| ASSIGNMENT |
Examine each line of the data. Copy those that contain the string "water".

---- RECORDS FOR PROCESSING

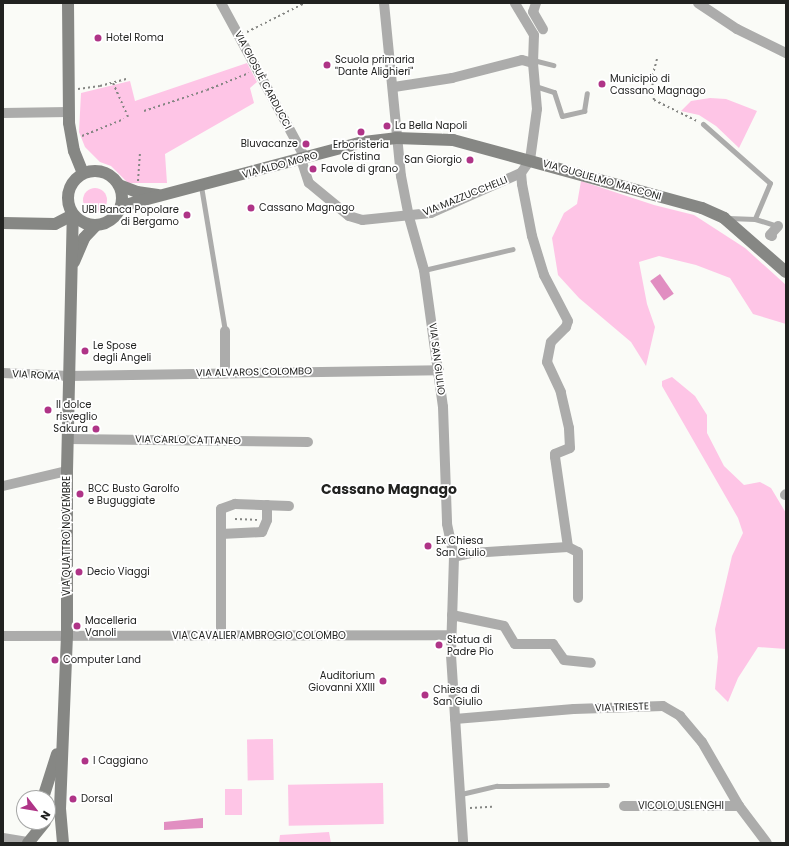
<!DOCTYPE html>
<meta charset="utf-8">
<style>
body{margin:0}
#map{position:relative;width:789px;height:846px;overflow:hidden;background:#fafbf7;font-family:Poppins,sans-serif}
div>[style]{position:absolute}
.green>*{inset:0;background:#fec5e6;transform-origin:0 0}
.round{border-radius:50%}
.water>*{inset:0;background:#e18ec1;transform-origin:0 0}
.path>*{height:2px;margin-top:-1px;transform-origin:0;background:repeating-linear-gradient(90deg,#858683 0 2px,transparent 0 5px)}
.lane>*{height:5px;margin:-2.5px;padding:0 2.5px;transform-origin:2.5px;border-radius:2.5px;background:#acacab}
.street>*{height:10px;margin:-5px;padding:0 5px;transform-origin:5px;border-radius:5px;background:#acacab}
.secondary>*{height:12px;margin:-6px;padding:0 6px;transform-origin:6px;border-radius:6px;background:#868784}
.secondary>.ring{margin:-6px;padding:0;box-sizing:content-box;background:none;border:12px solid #868784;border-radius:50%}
.dots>*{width:11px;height:11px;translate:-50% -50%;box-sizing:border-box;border:2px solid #fff;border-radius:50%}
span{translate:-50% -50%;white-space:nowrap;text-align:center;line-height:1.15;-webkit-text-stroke:3.5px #fff;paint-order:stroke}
.poi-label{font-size:10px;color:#212220}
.left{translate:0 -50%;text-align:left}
.right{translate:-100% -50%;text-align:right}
.street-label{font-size:10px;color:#212220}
.district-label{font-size:14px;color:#212220;font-weight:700}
.frame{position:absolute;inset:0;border:4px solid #212220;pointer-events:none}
.north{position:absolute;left:16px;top:790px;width:40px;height:40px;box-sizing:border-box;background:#fff;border:1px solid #a6a7a6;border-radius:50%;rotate:121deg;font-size:11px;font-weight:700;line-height:16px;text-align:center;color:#212220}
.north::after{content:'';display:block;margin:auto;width:14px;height:18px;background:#af3487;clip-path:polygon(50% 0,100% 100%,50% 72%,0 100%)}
</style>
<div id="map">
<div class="green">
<div style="clip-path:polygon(247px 63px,257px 82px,250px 88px,254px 103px,165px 154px,167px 183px,128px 183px,111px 166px,100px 162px,85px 147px,79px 132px,81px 93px,130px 81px,135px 101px)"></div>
<div style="clip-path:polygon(710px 98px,726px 99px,757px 111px,739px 148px,716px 126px,699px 115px,681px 111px,691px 101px)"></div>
<div style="clip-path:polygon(581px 181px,654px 205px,694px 215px,745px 248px,786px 285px,786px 324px,753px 314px,730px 278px,696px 265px,659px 256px,639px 262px,647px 304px,655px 327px,646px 366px,631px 342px,579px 298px,558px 275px,552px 238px,564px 213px,577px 204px)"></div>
<div class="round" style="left:83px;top:188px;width:24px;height:24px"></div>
<div style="clip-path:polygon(672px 377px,695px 396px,707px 415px,707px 433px,724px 466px,744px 485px,760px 482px,771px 488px,786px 513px,786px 649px,758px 647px,738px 678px,728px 702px,715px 689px,718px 657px,715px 629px,732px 556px,743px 533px,738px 518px,662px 386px,662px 381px)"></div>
<div style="left:273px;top:739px;width:41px;height:26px;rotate:89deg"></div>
<div style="left:383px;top:783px;width:41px;height:95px;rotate:89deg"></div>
<div style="left:225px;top:789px;width:17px;height:26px"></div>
<div style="clip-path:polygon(329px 832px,331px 843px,279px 843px,280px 835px)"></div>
</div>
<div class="water">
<div style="left:660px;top:274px;width:24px;height:12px;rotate:55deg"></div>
<div style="clip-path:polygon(203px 818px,203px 828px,164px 830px,164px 822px)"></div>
</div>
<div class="path">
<div style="left:247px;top:32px;width:65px;rotate:-26.6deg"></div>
<div style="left:657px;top:59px;width:20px;rotate:105deg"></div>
<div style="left:652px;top:78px;width:22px;rotate:85deg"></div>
<div style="left:654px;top:100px;width:48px;rotate:26deg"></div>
<div style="left:113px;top:83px;width:37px;rotate:66deg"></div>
<div style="left:78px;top:89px;width:22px;rotate:-8deg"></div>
<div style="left:100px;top:86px;width:27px;rotate:-15deg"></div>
<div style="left:144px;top:111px;width:66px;rotate:-18.4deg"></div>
<div style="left:207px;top:90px;width:45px;rotate:-22deg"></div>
<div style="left:82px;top:136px;width:45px;rotate:-22deg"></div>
<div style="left:138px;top:181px;width:29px;rotate:-86deg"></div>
<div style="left:235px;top:519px;width:23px;rotate:2deg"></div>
<div style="left:470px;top:808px;width:22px;rotate:-3deg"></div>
</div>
<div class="lane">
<div style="left:533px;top:60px;width:21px;rotate:14deg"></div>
<div style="left:535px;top:86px;width:20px;rotate:18deg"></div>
<div style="left:554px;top:92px;width:25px;rotate:72deg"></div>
<div style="left:562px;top:116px;width:23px;rotate:-13deg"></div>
<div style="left:584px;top:111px;width:18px;rotate:-81deg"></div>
<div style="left:703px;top:124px;width:89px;rotate:41.4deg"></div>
<div style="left:770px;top:183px;width:39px;rotate:113deg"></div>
<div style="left:201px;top:186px;width:147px;rotate:80.6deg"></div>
<div style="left:728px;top:218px;width:27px;rotate:2deg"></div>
<div style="left:755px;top:219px;width:24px;rotate:17deg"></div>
<div style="left:424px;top:270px;width:91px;rotate:-13.3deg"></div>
<div style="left:461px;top:794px;width:37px;rotate:-13deg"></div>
<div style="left:497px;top:786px;width:110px;rotate:-0.5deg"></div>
</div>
<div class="street">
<div style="left:221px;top:3px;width:176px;rotate:61.5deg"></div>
<div style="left:384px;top:3px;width:174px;rotate:84.4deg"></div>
<div style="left:401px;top:176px;width:42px;rotate:79deg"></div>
<div style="left:409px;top:217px;width:55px;rotate:74.2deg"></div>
<div style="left:424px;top:270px;width:138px;rotate:82.1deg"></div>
<div style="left:443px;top:407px;width:117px;rotate:88deg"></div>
<div style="left:447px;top:524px;width:34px;rotate:78deg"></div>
<div style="left:454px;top:557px;width:98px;rotate:91.8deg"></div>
<div style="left:451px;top:655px;width:188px;rotate:86.3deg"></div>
<div style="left:536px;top:3px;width:9px;rotate:108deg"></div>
<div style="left:533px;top:12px;width:20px;rotate:60deg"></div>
<div style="left:698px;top:3px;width:47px;rotate:33.7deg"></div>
<div style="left:737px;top:29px;width:55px;rotate:26.1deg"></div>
<div style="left:394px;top:87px;width:59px;rotate:-8.8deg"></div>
<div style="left:452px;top:78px;width:72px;rotate:-14.4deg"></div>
<div style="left:522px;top:60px;width:11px;rotate:15deg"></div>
<div style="left:3px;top:113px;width:66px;rotate:-0.9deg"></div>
<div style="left:301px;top:159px;width:25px;rotate:72deg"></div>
<div style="left:309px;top:183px;width:52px;rotate:39.5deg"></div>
<div style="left:349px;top:216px;width:14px;rotate:17deg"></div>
<div style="left:362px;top:220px;width:69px;rotate:-5.8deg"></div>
<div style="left:431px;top:213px;width:98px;rotate:-24deg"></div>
<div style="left:772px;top:236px;width:2px;rotate:-153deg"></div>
<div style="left:770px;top:235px;width:12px;rotate:-48deg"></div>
<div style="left:225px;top:331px;width:42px;rotate:90deg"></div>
<div style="left:3px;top:373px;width:66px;rotate:2.6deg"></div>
<div style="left:69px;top:376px;width:370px;rotate:-0.9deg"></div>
<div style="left:68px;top:439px;width:240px;rotate:0.7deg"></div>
<div style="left:3px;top:486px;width:66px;rotate:-13.2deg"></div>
<div style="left:785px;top:495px;width:1px;rotate:-45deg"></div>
<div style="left:221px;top:534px;width:41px;rotate:-2.8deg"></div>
<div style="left:262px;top:532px;width:13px;rotate:-67deg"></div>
<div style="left:267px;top:520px;width:15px;rotate:-90deg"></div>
<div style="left:568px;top:547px;width:11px;rotate:27deg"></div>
<div style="left:578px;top:552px;width:46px;rotate:90deg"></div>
<div style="left:454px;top:557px;width:18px;rotate:-13deg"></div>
<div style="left:472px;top:553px;width:96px;rotate:-3.6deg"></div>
<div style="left:568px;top:547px;width:91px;rotate:-98.2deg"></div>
<div style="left:555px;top:457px;width:3px;rotate:-90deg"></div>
<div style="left:555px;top:454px;width:16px;rotate:-22deg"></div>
<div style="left:570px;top:448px;width:20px;rotate:-93deg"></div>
<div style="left:569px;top:428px;width:37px;rotate:-103deg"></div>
<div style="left:561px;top:392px;width:33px;rotate:-115deg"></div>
<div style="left:547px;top:362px;width:20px;rotate:-79deg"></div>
<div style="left:551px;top:342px;width:21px;rotate:-45deg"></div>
<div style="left:566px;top:327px;width:6px;rotate:-72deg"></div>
<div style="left:568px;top:321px;width:52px;rotate:-117.6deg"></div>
<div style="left:544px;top:275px;width:41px;rotate:-107.1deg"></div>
<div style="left:532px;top:236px;width:53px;rotate:-100.9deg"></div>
<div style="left:522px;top:184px;width:11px;rotate:-95deg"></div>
<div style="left:521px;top:173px;width:16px;rotate:-55deg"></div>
<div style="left:530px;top:160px;width:51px;rotate:-82.2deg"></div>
<div style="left:537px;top:109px;width:46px;rotate:-95deg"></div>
<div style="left:533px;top:63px;width:28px;rotate:-88deg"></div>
<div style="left:534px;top:35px;width:37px;rotate:-121deg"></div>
<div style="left:452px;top:615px;width:53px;rotate:11.9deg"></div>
<div style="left:504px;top:626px;width:21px;rotate:59deg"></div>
<div style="left:515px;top:644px;width:38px"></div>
<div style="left:553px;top:644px;width:19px;rotate:55deg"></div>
<div style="left:564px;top:660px;width:27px;rotate:6deg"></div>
<div style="left:221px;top:635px;width:126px;rotate:-90deg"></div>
<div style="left:221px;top:509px;width:15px;rotate:-20deg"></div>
<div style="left:235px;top:504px;width:54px;rotate:2.1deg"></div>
<div style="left:3px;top:636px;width:448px;rotate:-0.1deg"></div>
<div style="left:455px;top:719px;width:119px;rotate:-4.8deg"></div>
<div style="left:574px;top:709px;width:89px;rotate:-1.9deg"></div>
<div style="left:663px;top:706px;width:20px;rotate:30deg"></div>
<div style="left:680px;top:716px;width:34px;rotate:50deg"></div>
<div style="left:702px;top:742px;width:74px;rotate:60deg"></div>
<div style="left:739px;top:806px;width:46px;rotate:52.9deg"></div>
<div style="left:624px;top:806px;width:115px"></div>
<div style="left:3px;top:838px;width:26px;rotate:9deg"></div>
</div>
<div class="secondary">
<div style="left:68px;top:3px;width:120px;rotate:89.5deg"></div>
<div style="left:69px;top:123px;width:28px;rotate:80deg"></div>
<div style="left:74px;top:151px;width:24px;rotate:68deg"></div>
<div class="ring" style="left:68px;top:171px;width:42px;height:42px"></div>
<div style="left:119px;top:185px;width:19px;rotate:21deg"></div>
<div style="left:137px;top:192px;width:21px;rotate:8deg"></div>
<div style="left:121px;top:206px;width:251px;rotate:-14.8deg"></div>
<div style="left:364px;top:142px;width:32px;rotate:-7deg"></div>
<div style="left:396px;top:138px;width:57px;rotate:2deg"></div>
<div style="left:453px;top:140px;width:258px;rotate:15.3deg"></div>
<div style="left:702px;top:208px;width:24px;rotate:24deg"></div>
<div style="left:724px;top:218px;width:82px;rotate:41.1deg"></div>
<div style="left:3px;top:223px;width:52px;rotate:1.1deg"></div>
<div style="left:55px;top:224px;width:20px;rotate:-27deg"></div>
<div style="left:74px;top:262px;width:26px;rotate:-67deg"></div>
<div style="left:84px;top:238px;width:16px;rotate:-47deg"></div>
<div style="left:43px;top:798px;width:46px;rotate:-72.3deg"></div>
<div style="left:28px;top:843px;width:27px;rotate:-51deg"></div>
<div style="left:63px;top:843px;width:34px;rotate:-95deg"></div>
<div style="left:60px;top:809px;width:173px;rotate:-87.7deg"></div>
<div style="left:67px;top:636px;width:165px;rotate:-90deg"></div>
<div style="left:67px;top:471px;width:256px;rotate:-88.7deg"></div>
</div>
<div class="dots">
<div style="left:98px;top:38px;background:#af3487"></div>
<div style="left:327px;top:65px;background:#af3487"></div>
<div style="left:602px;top:84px;background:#af3487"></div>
<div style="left:387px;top:126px;background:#af3487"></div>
<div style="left:361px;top:132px;background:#af3487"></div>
<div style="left:306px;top:144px;background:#af3487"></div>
<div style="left:470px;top:160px;background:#af3487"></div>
<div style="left:313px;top:169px;background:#af3487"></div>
<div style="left:251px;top:208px;background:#af3487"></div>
<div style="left:187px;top:215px;background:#af3487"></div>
<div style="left:85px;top:351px;background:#af3487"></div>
<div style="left:48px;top:410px;background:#af3487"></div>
<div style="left:96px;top:429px;background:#af3487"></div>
<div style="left:80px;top:494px;background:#af3487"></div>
<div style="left:428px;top:546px;background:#af3487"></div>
<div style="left:79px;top:572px;background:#af3487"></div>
<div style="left:77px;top:626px;background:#af3487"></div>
<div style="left:439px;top:645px;background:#af3487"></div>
<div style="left:55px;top:660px;background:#af3487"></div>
<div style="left:383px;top:681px;background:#af3487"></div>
<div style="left:425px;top:695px;background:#af3487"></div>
<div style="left:85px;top:761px;background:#af3487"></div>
<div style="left:73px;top:799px;background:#af3487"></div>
</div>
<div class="poi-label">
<span class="left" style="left:106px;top:38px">Hotel Roma</span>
<span class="left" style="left:335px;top:65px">Scuola primaria<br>"Dante Alighieri"</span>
<span class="left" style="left:610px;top:84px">Municipio di<br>Cassano Magnago</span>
<span class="left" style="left:395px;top:126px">La Bella Napoli</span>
<span class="right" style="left:298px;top:144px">Bluvacanze</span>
<span style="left:361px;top:150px">Erboristeria<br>Cristina</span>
<span class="right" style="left:462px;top:160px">San Giorgio</span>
<span class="left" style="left:321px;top:169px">Favole di grano</span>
<span class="left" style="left:259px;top:208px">Cassano Magnago</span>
<span class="right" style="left:179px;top:215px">UBI Banca Popolare<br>di Bergamo</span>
<span class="left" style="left:93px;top:351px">Le Spose<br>degli Angeli</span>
<span class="left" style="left:56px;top:410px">Il dolce<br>risveglio</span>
<span class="right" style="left:88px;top:429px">Sakura</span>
<span class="left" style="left:88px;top:494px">BCC Busto Garolfo<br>e Buguggiate</span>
<span class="left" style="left:436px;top:546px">Ex Chiesa<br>San Giulio</span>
<span class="left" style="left:87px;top:572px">Decio Viaggi</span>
<span class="left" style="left:85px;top:626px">Macelleria<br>Vanoli</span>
<span class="left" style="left:447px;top:645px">Statua di<br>Padre Pio</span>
<span class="left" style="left:63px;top:660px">Computer Land</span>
<span class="right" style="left:375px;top:681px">Auditorium<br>Giovanni XXIII</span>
<span class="left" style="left:433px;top:695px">Chiesa di<br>San Giulio</span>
<span class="left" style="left:93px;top:761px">I Caggiano</span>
<span class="left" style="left:81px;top:799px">Dorsal</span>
</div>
<div class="street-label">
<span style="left:263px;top:80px;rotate:62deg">VIA GIOSUÈ CARDUCCI</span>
<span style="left:280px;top:165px;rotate:-15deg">VIA ALDO MORO</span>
<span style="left:602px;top:180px;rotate:16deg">VIA GUGLIELMO MARCONI</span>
<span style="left:465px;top:196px;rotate:-22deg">VIA MAZZUCCHELLI</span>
<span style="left:437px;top:359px;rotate:83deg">VIA SAN GIULIO</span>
<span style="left:254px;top:372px;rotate:-1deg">VIA ALVAROS COLOMBO</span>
<span style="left:36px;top:375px;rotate:3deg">VIA ROMA</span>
<span style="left:188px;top:440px;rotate:1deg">VIA CARLO CATTANEO</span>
<span style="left:67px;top:536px;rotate:-90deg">VIA QUATTRO NOVEMBRE</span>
<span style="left:259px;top:636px">VIA CAVALIER AMBROGIO COLOMBO</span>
<span style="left:622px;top:707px;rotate:-2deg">VIA TRIESTE</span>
<span style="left:681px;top:806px">VICOLO USLENGHI</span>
</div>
<div class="district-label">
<span style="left:389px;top:489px">Cassano Magnago</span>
</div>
<div class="frame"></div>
<div class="north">N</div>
</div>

--------

| RESULT |
.water>*{inset:0;background:#e18ec1;transform-origin:0 0}
<div class="water">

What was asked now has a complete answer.